He was agitated, a tremor in his hands, his leg shaking, foot tapping. He wanted more Tramadol for his pain.
Recent directives, figures from the USA and the desire here in the UK to avoid a similar opioid crisis crowded my mind. Sensationalist headlines about GPS as drug dealers, an addicted population, and the latest medicines management targets lent a punitive slant to my thinking.
Calmly I explained to him that I could not just issue a prescription for potentially addictive drugs. That I wasn’t going to give him Tramadol, and that we needed to try something else. That he was a young man, that such drugs could be harmful if addiction set in.
Then something changed. He slumped in his chair, as if defeated. As if all the space in his tall, slender body had been sucked out of him, leaving only the inflatable plastic shell. The pain in his eyes compelled me to ask, more quietly, leaning forward towards him, “What is it? What’s wrong?”

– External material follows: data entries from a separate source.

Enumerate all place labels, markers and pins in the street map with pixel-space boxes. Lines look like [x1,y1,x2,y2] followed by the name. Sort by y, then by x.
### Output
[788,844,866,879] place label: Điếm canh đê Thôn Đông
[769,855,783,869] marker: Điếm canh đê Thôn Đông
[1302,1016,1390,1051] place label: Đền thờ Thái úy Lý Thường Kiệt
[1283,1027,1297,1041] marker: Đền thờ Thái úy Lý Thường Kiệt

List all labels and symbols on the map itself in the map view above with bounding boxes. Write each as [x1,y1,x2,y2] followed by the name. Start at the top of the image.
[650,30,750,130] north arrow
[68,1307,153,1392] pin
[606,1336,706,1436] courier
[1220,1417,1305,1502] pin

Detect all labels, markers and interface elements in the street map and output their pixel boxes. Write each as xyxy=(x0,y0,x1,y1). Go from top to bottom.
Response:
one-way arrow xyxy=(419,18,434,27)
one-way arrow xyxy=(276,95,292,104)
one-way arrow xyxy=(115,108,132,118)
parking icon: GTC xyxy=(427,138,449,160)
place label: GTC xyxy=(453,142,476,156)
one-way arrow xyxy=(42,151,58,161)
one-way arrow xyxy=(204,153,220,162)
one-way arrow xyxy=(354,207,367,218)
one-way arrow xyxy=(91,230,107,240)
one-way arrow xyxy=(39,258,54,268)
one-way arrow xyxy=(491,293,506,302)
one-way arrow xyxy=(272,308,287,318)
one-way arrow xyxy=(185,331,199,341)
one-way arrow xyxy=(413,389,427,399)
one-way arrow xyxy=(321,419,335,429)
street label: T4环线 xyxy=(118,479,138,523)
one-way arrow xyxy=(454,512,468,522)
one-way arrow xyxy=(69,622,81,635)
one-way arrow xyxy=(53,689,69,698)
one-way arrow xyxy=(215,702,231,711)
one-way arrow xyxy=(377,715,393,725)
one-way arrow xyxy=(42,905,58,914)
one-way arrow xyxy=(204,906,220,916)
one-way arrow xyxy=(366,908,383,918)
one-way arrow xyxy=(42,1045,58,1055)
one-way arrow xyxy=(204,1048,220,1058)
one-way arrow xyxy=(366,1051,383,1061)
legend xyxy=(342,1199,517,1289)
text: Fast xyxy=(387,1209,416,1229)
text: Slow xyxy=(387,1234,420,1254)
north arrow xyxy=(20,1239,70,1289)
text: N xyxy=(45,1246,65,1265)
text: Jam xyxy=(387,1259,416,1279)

And he cried like a baby. He couldn’t meet my eyes. But out came his story. For we all have a story. And this man I had never met told me his.
In his homeland he had been imprisoned and tortured. For years. His family were also imprisoned and tortured. He was forced to have sex with a female relative while the guards watched.
The images that flooded my mind were horrific and I was only hearing about this in a cosy consulting room in the UK. I could not imagine the pain, the shame, the guilt that he talked about. He could not get over the hurt he had caused his relative, the transgression he had been forced to make against his own flesh and blood. My own body went into an emotional spasm and I feared I would join him in his tears.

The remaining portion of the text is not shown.